[Start of section]
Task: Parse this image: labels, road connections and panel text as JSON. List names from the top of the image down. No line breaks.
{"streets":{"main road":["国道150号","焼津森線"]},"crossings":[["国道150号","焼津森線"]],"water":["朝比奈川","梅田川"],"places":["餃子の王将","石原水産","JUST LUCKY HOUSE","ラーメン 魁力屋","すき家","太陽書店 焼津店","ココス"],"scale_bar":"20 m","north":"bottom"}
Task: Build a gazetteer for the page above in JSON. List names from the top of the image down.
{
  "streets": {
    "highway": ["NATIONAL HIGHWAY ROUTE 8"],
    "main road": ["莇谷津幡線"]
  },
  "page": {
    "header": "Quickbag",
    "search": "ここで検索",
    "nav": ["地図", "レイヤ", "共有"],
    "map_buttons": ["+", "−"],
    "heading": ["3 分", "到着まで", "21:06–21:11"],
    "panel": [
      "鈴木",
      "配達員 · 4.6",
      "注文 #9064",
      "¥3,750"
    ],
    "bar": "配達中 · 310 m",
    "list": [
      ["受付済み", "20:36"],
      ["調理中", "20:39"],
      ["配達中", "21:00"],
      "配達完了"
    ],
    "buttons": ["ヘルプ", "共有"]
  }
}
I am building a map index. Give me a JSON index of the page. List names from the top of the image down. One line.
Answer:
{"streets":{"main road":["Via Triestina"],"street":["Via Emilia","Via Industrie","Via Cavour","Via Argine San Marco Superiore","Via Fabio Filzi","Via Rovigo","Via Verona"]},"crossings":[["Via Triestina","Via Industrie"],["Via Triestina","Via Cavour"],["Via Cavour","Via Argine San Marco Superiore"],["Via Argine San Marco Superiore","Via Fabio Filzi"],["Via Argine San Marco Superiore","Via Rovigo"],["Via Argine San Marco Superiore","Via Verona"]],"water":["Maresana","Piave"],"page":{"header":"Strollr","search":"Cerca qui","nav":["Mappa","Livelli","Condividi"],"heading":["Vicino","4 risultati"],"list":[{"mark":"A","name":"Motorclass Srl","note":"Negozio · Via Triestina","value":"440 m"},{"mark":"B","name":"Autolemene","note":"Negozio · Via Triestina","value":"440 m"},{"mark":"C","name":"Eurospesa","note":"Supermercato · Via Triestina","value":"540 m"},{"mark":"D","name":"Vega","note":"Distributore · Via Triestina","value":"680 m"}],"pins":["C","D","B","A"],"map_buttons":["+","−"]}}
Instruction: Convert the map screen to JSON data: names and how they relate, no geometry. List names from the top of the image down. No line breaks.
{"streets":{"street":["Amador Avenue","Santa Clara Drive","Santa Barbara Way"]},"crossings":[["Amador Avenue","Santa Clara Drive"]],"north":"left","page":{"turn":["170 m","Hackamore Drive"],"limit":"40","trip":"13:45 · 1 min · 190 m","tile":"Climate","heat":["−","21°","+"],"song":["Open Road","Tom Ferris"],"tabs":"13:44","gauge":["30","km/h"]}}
[End of section]
> **REQUIRED WORK**
Repeat every entry word for word.

> **FINISHED TASK**
Task: Parse this image: labels, road connections and panel text as JSON. List names from the top of the image down. No line breaks.
{"streets":{"main road":["国道150号","焼津森線"]},"crossings":[["国道150号","焼津森線"]],"water":["朝比奈川","梅田川"],"places":["餃子の王将","石原水産","JUST LUCKY HOUSE","ラーメン 魁力屋","すき家","太陽書店 焼津店","ココス"],"scale_bar":"20 m","north":"bottom"}
Task: Build a gazetteer for the page above in JSON. List names from the top of the image down.
{
  "streets": {
    "highway": ["NATIONAL HIGHWAY ROUTE 8"],
    "main road": ["莇谷津幡線"]
  },
  "page": {
    "header": "Quickbag",
    "search": "ここで検索",
    "nav": ["地図", "レイヤ", "共有"],
    "map_buttons": ["+", "−"],
    "heading": ["3 分", "到着まで", "21:06–21:11"],
    "panel": [
      "鈴木",
      "配達員 · 4.6",
      "注文 #9064",
      "¥3,750"
    ],
    "bar": "配達中 · 310 m",
    "list": [
      ["受付済み", "20:36"],
      ["調理中", "20:39"],
      ["配達中", "21:00"],
      "配達完了"
    ],
    "buttons": ["ヘルプ", "共有"]
  }
}
I am building a map index. Give me a JSON index of the page. List names from the top of the image down. One line.
Answer:
{"streets":{"main road":["Via Triestina"],"street":["Via Emilia","Via Industrie","Via Cavour","Via Argine San Marco Superiore","Via Fabio Filzi","Via Rovigo","Via Verona"]},"crossings":[["Via Triestina","Via Industrie"],["Via Triestina","Via Cavour"],["Via Cavour","Via Argine San Marco Superiore"],["Via Argine San Marco Superiore","Via Fabio Filzi"],["Via Argine San Marco Superiore","Via Rovigo"],["Via Argine San Marco Superiore","Via Verona"]],"water":["Maresana","Piave"],"page":{"header":"Strollr","search":"Cerca qui","nav":["Mappa","Livelli","Condividi"],"heading":["Vicino","4 risultati"],"list":[{"mark":"A","name":"Motorclass Srl","note":"Negozio · Via Triestina","value":"440 m"},{"mark":"B","name":"Autolemene","note":"Negozio · Via Triestina","value":"440 m"},{"mark":"C","name":"Eurospesa","note":"Supermercato · Via Triestina","value":"540 m"},{"mark":"D","name":"Vega","note":"Distributore · Via Triestina","value":"680 m"}],"pins":["C","D","B","A"],"map_buttons":["+","−"]}}
Instruction: Convert the map screen to JSON data: names and how they relate, no geometry. List names from the top of the image down. No line breaks.
{"streets":{"street":["Amador Avenue","Santa Clara Drive","Santa Barbara Way"]},"crossings":[["Amador Avenue","Santa Clara Drive"]],"north":"left","page":{"turn":["170 m","Hackamore Drive"],"limit":"40","trip":"13:45 · 1 min · 190 m","tile":"Climate","heat":["−","21°","+"],"song":["Open Road","Tom Ferris"],"tabs":"13:44","gauge":["30","km/h"]}}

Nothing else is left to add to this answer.